Collected data:
# # #

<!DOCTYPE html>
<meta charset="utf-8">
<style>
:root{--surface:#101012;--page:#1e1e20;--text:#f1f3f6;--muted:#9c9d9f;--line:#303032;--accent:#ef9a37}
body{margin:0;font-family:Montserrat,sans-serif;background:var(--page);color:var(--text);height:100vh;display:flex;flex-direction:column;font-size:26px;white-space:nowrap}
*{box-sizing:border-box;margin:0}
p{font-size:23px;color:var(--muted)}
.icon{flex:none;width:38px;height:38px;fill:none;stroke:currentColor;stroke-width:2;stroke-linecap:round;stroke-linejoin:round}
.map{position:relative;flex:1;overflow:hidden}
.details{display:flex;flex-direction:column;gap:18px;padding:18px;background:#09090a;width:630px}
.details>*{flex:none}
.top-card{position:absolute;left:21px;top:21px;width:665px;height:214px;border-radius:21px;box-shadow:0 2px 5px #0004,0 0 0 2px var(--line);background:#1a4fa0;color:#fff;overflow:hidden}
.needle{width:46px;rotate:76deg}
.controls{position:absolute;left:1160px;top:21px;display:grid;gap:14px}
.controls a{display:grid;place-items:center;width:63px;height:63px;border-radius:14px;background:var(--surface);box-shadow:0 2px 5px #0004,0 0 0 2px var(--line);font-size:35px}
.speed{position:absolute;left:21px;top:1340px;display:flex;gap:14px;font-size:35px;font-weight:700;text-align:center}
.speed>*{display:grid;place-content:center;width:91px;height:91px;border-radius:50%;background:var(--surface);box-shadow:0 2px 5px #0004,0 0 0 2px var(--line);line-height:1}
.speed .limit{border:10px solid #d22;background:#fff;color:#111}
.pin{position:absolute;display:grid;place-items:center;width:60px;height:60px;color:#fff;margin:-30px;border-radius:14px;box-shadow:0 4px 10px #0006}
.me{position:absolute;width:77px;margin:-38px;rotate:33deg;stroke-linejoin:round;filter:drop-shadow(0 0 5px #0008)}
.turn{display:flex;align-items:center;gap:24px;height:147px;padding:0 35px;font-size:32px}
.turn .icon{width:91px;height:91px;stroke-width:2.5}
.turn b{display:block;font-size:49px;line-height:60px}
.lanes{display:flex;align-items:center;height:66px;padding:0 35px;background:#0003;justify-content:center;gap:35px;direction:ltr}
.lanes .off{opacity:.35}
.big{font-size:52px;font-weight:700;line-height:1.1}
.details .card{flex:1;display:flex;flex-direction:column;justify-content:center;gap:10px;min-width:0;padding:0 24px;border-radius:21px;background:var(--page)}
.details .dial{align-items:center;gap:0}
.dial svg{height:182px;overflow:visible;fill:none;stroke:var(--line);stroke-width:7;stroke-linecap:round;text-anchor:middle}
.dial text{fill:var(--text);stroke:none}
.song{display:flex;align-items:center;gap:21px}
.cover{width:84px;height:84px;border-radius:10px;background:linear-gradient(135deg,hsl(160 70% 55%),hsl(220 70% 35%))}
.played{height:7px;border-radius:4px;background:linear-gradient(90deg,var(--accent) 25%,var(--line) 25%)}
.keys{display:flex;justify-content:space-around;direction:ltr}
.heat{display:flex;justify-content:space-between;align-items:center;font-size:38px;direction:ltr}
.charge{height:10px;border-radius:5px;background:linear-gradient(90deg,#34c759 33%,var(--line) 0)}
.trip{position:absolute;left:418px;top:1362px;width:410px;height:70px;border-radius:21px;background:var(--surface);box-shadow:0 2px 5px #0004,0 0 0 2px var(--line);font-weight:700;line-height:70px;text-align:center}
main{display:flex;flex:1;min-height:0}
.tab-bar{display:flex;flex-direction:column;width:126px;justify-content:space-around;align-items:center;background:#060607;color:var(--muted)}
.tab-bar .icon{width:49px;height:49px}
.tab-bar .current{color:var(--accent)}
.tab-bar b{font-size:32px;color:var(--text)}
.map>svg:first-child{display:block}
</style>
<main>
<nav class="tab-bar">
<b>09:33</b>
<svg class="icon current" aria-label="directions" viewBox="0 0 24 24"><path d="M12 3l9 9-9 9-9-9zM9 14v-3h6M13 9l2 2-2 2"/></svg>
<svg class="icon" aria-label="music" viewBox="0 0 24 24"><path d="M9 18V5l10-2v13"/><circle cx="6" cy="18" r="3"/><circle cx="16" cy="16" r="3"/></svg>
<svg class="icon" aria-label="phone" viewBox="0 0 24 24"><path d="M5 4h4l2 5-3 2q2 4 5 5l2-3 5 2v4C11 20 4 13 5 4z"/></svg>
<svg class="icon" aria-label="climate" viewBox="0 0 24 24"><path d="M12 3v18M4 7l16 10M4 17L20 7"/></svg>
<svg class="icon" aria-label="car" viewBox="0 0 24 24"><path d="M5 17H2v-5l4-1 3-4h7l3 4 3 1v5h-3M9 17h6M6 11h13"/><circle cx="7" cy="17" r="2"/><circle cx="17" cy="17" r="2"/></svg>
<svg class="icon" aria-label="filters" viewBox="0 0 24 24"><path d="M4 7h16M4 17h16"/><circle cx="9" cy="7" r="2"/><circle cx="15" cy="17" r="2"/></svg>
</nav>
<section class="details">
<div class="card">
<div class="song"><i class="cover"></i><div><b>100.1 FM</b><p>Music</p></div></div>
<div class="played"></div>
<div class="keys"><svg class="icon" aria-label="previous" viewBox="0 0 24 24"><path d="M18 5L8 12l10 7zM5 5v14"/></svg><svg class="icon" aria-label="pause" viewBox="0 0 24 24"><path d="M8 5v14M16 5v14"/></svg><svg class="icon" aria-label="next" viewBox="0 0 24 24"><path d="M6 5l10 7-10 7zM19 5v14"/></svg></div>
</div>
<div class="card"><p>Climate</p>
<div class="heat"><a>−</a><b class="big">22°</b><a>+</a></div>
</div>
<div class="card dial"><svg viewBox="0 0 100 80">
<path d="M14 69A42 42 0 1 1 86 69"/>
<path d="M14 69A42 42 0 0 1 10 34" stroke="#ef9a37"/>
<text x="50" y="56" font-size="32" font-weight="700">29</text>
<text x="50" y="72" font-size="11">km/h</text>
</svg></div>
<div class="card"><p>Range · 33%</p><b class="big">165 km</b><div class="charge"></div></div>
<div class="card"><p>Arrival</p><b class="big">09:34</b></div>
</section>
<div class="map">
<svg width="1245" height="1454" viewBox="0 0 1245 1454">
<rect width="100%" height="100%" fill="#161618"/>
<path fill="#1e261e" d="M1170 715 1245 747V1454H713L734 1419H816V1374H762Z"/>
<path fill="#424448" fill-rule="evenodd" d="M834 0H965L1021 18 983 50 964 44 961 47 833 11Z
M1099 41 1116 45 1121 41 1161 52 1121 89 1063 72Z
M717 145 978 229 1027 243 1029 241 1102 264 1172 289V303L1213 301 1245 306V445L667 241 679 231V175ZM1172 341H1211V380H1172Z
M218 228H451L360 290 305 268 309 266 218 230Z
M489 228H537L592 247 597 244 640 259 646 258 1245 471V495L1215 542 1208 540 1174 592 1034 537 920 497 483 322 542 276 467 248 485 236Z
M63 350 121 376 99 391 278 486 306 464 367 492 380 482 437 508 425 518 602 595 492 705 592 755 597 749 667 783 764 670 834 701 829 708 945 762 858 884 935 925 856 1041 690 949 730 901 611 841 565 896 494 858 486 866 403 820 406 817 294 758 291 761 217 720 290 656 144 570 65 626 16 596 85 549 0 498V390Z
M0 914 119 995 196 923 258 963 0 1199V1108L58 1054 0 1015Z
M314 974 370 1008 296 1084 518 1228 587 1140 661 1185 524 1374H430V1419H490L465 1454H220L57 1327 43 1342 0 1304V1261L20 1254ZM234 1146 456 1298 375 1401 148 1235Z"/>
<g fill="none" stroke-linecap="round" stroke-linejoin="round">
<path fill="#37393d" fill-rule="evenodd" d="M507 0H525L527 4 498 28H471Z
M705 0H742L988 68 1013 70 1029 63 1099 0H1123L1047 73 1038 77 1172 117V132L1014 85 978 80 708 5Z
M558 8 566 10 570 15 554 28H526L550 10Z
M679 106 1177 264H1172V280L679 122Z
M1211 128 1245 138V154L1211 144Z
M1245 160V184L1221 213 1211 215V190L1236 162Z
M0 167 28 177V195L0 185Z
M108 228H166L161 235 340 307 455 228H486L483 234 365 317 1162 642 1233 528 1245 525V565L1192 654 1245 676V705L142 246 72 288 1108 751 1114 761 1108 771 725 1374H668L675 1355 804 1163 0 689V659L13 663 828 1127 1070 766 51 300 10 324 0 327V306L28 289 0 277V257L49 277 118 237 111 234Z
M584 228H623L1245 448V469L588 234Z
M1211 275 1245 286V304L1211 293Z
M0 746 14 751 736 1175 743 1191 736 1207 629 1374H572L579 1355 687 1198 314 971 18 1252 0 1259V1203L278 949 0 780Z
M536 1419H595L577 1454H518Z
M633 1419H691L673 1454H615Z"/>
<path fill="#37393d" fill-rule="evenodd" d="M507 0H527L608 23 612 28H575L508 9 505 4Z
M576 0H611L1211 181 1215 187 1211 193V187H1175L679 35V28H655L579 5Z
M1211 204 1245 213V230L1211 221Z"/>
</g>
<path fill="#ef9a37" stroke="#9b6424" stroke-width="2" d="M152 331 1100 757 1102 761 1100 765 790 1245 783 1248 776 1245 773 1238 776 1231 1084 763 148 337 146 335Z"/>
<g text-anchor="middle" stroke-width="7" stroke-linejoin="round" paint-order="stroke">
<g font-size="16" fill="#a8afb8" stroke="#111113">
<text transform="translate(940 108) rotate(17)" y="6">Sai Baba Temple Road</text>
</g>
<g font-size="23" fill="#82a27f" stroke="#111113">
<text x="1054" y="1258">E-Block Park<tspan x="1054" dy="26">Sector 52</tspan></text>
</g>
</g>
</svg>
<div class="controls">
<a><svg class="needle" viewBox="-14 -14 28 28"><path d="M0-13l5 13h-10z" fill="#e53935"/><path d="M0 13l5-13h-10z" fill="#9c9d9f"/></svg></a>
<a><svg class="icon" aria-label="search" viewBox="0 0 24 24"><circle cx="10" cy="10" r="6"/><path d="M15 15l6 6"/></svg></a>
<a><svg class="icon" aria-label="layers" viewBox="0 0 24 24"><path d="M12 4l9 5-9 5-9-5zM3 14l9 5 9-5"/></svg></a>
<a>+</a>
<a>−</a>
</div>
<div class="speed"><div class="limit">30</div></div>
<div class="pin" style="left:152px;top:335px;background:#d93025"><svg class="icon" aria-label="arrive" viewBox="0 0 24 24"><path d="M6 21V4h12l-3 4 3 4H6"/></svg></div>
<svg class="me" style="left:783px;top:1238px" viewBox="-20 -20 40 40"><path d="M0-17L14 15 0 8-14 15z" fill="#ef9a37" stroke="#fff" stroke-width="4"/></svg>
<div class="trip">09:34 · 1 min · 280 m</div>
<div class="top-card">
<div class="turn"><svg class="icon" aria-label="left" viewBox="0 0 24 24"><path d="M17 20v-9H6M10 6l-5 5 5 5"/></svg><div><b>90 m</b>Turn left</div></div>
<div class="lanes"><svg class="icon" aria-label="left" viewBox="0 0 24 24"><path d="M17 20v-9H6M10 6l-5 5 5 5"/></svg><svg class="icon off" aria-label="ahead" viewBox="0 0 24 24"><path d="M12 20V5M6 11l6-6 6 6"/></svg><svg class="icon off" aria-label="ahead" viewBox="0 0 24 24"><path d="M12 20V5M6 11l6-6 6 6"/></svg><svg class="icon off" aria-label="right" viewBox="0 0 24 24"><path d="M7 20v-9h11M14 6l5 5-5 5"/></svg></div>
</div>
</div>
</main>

# # #

ABOUT THIS TASK:
Search the data above for lines holding "speed" and copy each of them.

RESULT:
.speed{position:absolute;left:21px;top:1340px;display:flex;gap:14px;font-size:35px;font-weight:700;text-align:center}
.speed>*{display:grid;place-content:center;width:91px;height:91px;border-radius:50%;background:var(--surface);box-shadow:0 2px 5px #0004,0 0 0 2px var(--line);line-height:1}
.speed .limit{border:10px solid #d22;background:#fff;color:#111}
<div class="speed"><div class="limit">30</div></div>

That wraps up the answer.